Прошелся граблями вокруг отцовской могилы, вокруг поминального столика с лавочкой-доской, прибитой к круглячкам, отнес мусор.
— Давненько не вспоминалась. – Почесал затылок.
«Где ж ты, подруга, милая моя!» — не отставала песня.
Припомнился городской пляж. Плохонький, но был тогда на Тузловке. И не один, несколько мест для купания очистили. А река какая охватывала город! – Чистая, быстротечная. Камыш где-нигде вырывался у берега. У воды в жаркий день собиралась вся понизовняя детвора. Да и с города спускались. Ступнуть, как говорится, негде было.
— Спасите! – кричала знойным полднем Ланка.
Соскользнула девчушка с пацанячьего плотика, а плавать не умела. Спас мужчина, что удил рыбу рядом. Будь он, Женька Якшин, рядом, скорее бы всех подоспел к плотику.
— Девка, кажись, Демьяновых тонула. – Услышал голос рядом.
— Она. Вон и стриженая под мальчишку.
— Модничает уже мал-мал.
Отвернулся Женька: застеснялся, будто кто знал о его чувствах к Ланке.
Отряхнув руки, Якшин вытер их о рабочие штаны. Предпасхальный погост походил на базарчик, какой расцвел неподалеку от Якшинского переулка. Люди перед святым праздником Христа красили оградки, убирали сушняк, посыпали вокруг могилок песком. Его носили ведрами от кучи, какую насыпали впрок. «Дай Бог здоровья тому, кто побеспокоился», — кланялись старушки.
Люди ходили от могилки к могилке, всматривались в эмалевые фотографии, узнавали знакомых.
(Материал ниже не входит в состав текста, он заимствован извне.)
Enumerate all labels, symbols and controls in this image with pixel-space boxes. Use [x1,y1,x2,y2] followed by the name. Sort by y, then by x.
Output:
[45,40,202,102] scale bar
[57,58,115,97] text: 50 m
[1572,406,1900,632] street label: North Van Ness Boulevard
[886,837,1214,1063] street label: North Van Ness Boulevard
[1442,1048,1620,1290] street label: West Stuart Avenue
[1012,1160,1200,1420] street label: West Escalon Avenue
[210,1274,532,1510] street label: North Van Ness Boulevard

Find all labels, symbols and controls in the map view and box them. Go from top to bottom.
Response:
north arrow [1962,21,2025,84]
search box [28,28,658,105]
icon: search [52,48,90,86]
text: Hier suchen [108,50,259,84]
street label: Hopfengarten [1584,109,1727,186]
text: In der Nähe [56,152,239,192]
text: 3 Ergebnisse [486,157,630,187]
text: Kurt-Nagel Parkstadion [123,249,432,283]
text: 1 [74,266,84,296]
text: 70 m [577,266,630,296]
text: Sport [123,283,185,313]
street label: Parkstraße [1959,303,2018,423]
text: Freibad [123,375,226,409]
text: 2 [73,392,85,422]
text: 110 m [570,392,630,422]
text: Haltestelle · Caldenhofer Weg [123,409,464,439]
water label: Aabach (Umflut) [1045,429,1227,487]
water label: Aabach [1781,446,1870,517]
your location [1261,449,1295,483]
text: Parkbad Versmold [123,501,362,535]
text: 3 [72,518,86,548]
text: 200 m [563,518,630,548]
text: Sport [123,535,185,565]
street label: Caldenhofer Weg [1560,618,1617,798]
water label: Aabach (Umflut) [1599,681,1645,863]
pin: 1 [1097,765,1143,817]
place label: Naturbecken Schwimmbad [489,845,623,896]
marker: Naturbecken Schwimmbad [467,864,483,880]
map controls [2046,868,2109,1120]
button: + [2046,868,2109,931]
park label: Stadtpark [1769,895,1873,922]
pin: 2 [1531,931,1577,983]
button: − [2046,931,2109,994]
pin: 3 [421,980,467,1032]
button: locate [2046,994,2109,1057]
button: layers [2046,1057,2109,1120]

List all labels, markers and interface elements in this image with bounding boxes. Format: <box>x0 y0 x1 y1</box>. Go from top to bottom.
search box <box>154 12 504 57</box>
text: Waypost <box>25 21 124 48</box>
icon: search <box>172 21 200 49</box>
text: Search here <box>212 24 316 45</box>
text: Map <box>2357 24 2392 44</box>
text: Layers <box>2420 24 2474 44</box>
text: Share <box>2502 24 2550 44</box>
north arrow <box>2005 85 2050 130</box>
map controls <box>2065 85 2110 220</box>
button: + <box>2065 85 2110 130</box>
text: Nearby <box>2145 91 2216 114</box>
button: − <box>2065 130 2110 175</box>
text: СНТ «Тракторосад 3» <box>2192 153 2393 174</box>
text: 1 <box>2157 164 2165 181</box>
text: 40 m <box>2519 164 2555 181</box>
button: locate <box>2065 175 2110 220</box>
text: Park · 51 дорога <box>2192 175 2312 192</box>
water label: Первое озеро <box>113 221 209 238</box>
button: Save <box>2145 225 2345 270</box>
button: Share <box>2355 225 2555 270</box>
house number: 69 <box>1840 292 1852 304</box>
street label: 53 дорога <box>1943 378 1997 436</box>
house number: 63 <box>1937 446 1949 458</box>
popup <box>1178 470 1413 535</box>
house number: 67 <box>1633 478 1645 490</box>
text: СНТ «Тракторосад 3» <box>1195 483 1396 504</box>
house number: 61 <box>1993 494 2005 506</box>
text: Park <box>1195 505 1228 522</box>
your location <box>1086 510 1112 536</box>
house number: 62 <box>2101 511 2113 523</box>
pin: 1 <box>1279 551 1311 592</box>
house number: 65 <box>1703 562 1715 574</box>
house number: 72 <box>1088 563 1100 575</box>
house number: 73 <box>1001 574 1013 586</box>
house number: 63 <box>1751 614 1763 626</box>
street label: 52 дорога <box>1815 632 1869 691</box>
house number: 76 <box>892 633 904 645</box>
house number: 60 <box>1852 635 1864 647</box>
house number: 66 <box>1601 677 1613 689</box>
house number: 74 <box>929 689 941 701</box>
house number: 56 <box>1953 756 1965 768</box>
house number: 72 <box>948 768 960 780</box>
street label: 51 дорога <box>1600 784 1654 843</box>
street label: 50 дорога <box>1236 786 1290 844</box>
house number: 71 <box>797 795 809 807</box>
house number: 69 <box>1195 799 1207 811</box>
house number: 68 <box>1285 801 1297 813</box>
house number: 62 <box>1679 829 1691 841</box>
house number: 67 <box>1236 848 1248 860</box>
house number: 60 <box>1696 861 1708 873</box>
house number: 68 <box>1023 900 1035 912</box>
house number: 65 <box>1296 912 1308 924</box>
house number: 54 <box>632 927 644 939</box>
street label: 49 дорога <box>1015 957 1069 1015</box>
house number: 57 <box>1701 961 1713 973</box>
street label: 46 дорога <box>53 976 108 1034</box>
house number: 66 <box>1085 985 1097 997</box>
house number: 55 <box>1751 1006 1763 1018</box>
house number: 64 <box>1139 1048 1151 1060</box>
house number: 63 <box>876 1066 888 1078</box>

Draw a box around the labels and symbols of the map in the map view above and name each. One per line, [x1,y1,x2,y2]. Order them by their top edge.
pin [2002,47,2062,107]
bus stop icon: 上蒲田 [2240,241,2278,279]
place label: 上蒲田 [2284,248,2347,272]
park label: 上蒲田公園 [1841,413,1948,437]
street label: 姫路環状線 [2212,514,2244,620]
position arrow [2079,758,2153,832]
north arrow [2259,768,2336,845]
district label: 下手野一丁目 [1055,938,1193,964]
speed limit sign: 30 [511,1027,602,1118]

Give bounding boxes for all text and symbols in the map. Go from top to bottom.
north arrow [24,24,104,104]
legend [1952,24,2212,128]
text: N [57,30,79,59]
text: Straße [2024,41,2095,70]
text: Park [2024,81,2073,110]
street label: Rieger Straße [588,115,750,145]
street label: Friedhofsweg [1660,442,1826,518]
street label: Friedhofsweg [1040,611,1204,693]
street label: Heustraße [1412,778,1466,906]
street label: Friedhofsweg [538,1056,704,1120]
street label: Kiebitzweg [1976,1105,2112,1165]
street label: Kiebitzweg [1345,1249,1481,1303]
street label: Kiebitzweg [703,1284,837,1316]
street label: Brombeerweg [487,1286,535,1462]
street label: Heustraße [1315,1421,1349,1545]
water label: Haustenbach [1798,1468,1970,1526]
— Глянь, Витка Ульгавый помер.
— Кто, кто?
— Да, Витька Ульгавов.
— Это какой?
— Какой Людку Николаеву держал. Усе казаковать любил, напялить бывалыча…
— Аа-а, вспомнила. А чего это он?
— Так он в Чернобыле был, иде авария на атомной электростанции случилась.
— Атом и свалил парня?
— А то ж шо, свалил, будь он неладный.
— Хороший человек был.
— Всем: кому от рая, кому от ада не откупиться.
— Каждому свой час. Видела, атаману какой памятник закатили?
— Ну и что?
С другой стороны послышалось:
— Во, Петьки Бобряша не стало.
— В войну и холод, и голод перенес.
— Помню, в 1943 году, када наши прогнали немцев из города, их вот таких ото послали все разминировать. Потом Петька шоферил, потом не знаю, что делал. На тебе, нет его.
Якшин подбросил на плечо грабли и тяпку – конец. Начал пробираться между могилок на выход, идти домой. Узкие проходы запрудились мусором и порослью. Осторожничал: можно было наступить на чужую могилку. Под задумчивым деревом различился жестяной памятничек на двоих, корытце с пирамидкой. На Якшина глянули с овальных портретов уже пожилые мужчина и женщина. Он – в черном пиджаке, она – в белой блузке, еще моложавая. Кто такие? Прочел надпись и удивился. — Демья-яновы! Ланкины отец и мать.
Вот как бывает. Не ждал, не гадал Якшин, а наткнулся. Давно оградка некрашена. Потемнела, облупилась, схватилась ржавчиной. Сколько раз бывал на кладбище, а эту могилку не замечал. «Значит, Ланка давно без родителей. И давно уже не приезжает в город». Сердце сжалось.
Демьяновы появились в городе, в понизовном закутке в начале пятидесятых годов. «Демьян» таскал деревянный протез и опирался о землю алюминиевой палочкой. «Демьянова» любила сидеть на «пятачке» — бабьем местечке – и торговать всякой зеленью.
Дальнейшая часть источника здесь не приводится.